Joana. Change facilitator and advocator of a minimalist and regenerative lifestyle.
Attracted and inspired by the sea and Jacques Costeau, since early age, the place where I’ve always felt most serene and complete was next to the water. In spite of that, I recently discovered that contact with the forest and the land, brings me a different well-being that surprised me, but that having searched my oldest memories, I also met as a child but no longer remembered.
Environmental Engineer by training, curious and passionate about learning and doing for myself, I worked in the last years, between 2017 and 2019, in tourism and until recently developing a project and business in responsible tourism, The Great Village. But in 2020, with the pandemic, the desire to promote change took on a new dimension.

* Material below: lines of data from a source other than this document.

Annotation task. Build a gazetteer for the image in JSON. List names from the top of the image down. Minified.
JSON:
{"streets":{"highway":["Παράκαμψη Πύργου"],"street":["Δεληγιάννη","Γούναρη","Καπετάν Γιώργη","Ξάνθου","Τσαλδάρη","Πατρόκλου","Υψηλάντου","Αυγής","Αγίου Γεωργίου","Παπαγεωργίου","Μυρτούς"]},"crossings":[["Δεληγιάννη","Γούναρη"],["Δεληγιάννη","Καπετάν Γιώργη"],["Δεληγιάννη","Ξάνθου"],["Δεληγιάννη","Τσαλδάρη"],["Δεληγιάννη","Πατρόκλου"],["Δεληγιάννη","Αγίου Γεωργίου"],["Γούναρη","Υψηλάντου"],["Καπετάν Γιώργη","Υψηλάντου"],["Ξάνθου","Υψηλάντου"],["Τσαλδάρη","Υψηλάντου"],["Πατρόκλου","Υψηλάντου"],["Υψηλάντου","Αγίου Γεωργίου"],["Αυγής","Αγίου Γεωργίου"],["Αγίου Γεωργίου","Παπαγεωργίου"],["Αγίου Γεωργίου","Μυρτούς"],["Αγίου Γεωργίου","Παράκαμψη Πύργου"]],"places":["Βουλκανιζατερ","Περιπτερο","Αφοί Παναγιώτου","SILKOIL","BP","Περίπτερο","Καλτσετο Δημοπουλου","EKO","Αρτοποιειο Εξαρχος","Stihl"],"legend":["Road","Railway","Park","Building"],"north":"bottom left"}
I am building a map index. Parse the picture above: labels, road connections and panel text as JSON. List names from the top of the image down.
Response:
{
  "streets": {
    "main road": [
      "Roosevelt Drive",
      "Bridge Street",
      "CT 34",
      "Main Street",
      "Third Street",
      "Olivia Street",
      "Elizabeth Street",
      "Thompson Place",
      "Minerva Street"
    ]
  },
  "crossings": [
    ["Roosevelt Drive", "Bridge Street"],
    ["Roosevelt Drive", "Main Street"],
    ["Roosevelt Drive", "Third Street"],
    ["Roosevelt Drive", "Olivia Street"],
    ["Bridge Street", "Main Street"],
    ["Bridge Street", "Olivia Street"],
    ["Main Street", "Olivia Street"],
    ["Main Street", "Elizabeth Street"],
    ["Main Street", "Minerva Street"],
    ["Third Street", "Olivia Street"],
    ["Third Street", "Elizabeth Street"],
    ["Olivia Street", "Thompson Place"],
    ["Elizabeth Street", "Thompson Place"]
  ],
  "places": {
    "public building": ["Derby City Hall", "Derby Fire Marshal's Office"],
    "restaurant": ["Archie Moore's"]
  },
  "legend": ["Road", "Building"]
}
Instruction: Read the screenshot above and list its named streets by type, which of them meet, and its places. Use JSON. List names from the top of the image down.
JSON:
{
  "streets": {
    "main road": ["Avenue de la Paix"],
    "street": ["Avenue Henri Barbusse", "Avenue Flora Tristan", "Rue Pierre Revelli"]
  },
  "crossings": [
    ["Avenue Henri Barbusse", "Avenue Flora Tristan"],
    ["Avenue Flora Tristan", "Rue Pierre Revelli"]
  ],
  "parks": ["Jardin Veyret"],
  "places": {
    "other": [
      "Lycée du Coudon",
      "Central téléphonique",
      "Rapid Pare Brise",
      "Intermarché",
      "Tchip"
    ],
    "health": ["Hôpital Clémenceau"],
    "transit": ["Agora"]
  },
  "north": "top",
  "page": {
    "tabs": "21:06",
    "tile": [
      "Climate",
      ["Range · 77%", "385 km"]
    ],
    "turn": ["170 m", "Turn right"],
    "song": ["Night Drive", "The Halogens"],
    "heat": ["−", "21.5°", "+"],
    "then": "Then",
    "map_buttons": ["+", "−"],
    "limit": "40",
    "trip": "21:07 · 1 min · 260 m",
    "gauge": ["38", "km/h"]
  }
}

The time for small changes was ending and giving room to the biggest change, which today, I believe we will all have to do in the coming years, and which I decided to start.
“Be the change you want to see in the world” Mahatma Gandhi
Despite this, and at the same time, I started to intensify the changes that were within my reach, more immediately, and that are more or less within the reach of all of us. I share with you, and very briefly, just three of the ones I did.
[Food] 2020 was finally the year when I adopted a plant-based diet. Today, the products of animal origin that I still consume are very few and I continue to make an effort to eliminate them from my diet. In addition, my concern about what I consumed has intensified as to the origin and seasonality of the products. If I have been going to the biological street markets in Lisbon for more than ten years, there are still times when I shop during the week or last minute in other places and the approach I have adopted has already a name – “climatarian”. This, although not necessarily excluding meat, is concerned with reducing the impacts of the diet on climate change. If the products come from the other side of the world or if they are produced locally, they have very different impacts and these are the impacts that I try to avoid when choosing between pears from the West or grapes from Argentina.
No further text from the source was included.